Exercise aim
Scan the entries below for the string "river" and copy every line where it turns up.

[Collected data entries]

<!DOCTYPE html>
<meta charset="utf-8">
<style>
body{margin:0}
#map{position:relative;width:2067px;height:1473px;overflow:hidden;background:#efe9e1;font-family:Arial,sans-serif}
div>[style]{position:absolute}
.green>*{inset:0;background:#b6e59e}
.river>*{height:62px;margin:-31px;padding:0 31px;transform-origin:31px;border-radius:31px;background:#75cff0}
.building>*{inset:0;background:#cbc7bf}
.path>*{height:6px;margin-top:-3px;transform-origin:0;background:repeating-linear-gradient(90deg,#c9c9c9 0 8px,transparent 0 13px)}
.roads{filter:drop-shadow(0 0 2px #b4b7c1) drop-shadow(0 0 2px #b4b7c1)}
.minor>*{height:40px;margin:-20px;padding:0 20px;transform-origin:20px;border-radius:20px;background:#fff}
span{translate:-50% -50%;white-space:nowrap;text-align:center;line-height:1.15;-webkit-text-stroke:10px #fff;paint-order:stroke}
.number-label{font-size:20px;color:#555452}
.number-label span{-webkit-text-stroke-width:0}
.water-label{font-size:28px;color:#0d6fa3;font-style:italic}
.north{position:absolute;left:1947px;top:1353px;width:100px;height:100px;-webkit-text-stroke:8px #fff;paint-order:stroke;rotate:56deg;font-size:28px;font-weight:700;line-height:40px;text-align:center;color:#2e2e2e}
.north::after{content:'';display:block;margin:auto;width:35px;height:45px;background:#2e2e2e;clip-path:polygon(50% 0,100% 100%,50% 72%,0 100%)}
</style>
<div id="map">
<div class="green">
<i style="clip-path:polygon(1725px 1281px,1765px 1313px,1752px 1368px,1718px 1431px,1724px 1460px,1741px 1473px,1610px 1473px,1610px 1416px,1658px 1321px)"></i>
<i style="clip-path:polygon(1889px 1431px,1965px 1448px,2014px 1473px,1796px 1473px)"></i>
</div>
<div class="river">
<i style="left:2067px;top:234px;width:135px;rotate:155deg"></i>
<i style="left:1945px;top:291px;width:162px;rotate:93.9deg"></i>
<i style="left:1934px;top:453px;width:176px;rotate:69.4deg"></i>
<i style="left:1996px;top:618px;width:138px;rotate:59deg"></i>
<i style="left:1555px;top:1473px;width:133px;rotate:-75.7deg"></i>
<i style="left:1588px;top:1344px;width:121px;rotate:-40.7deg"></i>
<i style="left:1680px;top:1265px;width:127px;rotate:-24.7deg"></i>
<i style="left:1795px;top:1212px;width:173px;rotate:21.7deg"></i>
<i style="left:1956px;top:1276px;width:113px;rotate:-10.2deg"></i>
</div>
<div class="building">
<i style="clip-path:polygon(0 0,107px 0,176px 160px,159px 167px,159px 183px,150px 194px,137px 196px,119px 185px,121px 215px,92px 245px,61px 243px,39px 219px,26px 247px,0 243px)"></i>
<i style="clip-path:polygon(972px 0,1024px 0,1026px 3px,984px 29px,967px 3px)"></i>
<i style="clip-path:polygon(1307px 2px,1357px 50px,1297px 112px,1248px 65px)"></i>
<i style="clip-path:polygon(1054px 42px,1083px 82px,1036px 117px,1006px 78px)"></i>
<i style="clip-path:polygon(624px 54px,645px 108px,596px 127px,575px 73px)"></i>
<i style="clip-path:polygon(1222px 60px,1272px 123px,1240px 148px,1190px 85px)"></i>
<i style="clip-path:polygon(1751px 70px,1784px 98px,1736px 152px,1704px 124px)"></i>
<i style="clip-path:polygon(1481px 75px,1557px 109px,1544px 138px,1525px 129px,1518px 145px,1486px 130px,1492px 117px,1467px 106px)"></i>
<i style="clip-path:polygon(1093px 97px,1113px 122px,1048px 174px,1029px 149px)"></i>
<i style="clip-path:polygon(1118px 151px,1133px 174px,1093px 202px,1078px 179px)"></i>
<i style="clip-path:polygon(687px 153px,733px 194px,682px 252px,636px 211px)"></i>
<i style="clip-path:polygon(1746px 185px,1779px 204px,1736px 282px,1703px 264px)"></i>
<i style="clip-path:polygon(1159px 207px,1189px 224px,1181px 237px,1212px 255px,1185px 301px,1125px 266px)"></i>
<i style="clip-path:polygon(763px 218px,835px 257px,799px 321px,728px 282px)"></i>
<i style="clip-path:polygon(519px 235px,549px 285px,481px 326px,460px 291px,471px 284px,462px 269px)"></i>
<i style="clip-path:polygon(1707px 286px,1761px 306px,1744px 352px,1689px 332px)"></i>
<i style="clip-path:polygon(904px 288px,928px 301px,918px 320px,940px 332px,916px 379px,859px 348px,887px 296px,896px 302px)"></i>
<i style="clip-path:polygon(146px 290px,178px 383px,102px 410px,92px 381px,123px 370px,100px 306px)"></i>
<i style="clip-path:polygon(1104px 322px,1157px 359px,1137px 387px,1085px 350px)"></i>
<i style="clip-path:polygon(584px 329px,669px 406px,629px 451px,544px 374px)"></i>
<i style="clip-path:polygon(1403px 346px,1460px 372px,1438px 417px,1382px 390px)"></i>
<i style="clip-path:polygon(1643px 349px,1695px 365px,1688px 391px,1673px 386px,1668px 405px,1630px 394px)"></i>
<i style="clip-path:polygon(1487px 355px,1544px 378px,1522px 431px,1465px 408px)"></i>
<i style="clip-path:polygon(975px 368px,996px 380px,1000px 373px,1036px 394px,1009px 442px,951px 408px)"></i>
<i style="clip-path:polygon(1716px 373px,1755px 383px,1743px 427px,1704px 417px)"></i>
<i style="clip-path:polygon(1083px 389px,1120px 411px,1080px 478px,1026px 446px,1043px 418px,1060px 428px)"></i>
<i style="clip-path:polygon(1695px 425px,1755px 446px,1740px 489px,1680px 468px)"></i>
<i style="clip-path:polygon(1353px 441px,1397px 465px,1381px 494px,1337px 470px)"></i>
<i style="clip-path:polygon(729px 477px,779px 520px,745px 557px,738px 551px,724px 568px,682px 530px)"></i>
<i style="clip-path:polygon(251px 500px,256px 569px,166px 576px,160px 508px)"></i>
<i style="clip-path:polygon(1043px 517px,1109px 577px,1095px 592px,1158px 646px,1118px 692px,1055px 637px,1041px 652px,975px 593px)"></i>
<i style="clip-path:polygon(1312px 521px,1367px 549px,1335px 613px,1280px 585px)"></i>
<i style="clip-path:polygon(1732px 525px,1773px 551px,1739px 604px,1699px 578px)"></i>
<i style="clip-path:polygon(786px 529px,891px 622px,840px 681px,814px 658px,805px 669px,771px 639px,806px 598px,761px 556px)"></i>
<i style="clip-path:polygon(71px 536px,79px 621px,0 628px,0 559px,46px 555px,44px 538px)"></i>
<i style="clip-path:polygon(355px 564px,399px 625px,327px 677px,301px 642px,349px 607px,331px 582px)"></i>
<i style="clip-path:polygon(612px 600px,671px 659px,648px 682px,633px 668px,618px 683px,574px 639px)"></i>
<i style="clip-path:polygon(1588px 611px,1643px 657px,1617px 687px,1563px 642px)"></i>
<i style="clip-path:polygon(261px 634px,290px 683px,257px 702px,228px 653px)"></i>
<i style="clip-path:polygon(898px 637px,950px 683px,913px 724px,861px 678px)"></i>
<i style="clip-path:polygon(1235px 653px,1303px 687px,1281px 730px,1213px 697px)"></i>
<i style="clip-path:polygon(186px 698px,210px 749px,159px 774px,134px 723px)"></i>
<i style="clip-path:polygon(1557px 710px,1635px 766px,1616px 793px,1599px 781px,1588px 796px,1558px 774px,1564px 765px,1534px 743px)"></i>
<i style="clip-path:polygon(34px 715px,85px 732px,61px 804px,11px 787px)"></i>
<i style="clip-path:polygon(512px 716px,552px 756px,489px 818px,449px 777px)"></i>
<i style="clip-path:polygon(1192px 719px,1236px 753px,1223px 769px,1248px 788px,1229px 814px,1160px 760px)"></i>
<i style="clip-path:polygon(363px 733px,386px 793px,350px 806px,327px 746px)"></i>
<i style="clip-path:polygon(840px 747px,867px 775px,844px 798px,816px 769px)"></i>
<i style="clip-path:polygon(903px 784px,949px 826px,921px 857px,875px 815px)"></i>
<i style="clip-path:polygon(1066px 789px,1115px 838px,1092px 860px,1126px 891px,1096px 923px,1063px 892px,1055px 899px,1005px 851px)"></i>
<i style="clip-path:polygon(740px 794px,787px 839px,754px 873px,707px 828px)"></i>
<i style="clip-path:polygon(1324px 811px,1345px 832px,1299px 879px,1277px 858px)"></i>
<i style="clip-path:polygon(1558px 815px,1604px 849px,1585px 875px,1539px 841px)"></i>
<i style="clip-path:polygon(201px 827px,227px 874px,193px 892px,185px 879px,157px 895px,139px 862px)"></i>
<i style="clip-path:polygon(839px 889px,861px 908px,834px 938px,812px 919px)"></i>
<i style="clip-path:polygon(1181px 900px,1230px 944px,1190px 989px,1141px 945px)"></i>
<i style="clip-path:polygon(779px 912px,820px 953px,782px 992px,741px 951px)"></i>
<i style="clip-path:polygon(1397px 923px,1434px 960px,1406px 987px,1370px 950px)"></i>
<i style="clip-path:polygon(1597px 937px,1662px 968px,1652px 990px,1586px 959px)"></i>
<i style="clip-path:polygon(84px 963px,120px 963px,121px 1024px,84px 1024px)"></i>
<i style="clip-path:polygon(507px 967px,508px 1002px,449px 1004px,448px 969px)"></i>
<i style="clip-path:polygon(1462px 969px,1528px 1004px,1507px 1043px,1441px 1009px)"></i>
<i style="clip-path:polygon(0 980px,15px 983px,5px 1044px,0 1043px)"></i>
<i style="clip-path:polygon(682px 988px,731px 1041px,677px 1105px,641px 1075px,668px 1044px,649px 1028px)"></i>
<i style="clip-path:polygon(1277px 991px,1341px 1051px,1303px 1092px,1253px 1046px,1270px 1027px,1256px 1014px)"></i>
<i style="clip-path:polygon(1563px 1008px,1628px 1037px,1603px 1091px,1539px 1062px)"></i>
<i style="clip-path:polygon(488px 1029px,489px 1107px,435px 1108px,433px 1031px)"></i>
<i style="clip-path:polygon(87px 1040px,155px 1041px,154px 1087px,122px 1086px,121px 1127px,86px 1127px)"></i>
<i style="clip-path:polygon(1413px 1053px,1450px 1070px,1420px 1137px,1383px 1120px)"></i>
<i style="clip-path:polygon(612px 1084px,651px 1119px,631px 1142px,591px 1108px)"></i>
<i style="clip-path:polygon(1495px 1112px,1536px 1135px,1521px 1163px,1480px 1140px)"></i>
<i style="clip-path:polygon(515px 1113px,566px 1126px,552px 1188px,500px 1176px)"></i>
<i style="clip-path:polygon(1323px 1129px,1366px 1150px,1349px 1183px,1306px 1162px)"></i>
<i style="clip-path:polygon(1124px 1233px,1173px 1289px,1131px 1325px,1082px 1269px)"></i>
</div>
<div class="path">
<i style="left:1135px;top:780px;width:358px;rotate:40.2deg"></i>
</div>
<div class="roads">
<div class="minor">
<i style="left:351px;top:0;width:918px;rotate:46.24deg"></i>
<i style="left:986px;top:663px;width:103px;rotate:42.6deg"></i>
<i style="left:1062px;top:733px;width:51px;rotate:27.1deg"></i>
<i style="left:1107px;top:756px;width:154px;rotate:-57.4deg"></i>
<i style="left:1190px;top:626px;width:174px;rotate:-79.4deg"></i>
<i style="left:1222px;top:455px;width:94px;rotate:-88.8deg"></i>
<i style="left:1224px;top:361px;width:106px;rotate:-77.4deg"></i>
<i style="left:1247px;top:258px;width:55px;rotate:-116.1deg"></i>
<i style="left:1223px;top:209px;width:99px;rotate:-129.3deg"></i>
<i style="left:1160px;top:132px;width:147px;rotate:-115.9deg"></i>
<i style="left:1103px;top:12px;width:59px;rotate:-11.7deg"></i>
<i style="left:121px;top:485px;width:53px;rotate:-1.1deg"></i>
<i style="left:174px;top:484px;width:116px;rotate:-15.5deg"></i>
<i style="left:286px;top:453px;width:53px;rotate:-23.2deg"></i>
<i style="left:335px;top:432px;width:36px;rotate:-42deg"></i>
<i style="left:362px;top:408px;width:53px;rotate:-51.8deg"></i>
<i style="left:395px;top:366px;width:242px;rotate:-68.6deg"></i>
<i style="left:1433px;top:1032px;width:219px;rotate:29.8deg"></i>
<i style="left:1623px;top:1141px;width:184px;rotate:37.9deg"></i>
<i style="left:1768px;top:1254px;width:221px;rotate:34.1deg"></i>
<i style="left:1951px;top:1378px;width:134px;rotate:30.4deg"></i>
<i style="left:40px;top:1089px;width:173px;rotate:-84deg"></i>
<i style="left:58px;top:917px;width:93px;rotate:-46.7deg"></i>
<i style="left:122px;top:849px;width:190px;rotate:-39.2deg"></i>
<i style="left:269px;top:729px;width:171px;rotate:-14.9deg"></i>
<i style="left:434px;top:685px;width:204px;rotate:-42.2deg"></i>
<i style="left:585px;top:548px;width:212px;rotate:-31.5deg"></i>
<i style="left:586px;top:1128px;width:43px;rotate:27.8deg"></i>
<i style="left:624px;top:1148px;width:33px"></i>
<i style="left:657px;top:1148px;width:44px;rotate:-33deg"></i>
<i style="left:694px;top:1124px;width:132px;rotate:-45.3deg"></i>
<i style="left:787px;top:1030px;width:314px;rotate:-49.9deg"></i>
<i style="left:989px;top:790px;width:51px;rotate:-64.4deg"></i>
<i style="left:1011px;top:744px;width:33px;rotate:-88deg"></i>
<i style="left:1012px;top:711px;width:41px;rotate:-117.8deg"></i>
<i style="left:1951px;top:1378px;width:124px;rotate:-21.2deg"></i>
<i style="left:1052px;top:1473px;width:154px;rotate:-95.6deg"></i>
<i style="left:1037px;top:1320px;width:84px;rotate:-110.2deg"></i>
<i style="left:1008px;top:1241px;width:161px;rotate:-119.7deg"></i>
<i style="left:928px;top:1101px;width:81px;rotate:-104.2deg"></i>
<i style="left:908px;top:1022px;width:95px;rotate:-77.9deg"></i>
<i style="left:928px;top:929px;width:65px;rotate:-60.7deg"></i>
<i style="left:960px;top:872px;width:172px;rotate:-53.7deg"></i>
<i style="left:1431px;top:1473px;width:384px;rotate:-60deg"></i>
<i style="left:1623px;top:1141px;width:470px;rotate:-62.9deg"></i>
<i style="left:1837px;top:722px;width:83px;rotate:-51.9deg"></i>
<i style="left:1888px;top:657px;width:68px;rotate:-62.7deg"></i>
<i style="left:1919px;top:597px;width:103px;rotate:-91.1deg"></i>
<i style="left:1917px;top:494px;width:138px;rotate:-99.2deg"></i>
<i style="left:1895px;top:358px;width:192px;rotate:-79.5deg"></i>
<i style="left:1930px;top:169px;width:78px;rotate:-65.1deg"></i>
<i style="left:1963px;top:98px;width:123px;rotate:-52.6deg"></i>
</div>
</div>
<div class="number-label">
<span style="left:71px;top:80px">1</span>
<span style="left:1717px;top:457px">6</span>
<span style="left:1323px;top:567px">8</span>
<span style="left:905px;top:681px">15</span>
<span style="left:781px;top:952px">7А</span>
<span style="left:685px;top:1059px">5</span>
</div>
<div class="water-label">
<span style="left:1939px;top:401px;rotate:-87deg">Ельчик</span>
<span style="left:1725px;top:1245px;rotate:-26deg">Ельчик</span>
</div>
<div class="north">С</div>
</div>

Task solution
.river>*{height:62px;margin:-31px;padding:0 31px;transform-origin:31px;border-radius:31px;background:#75cff0}
<div class="river">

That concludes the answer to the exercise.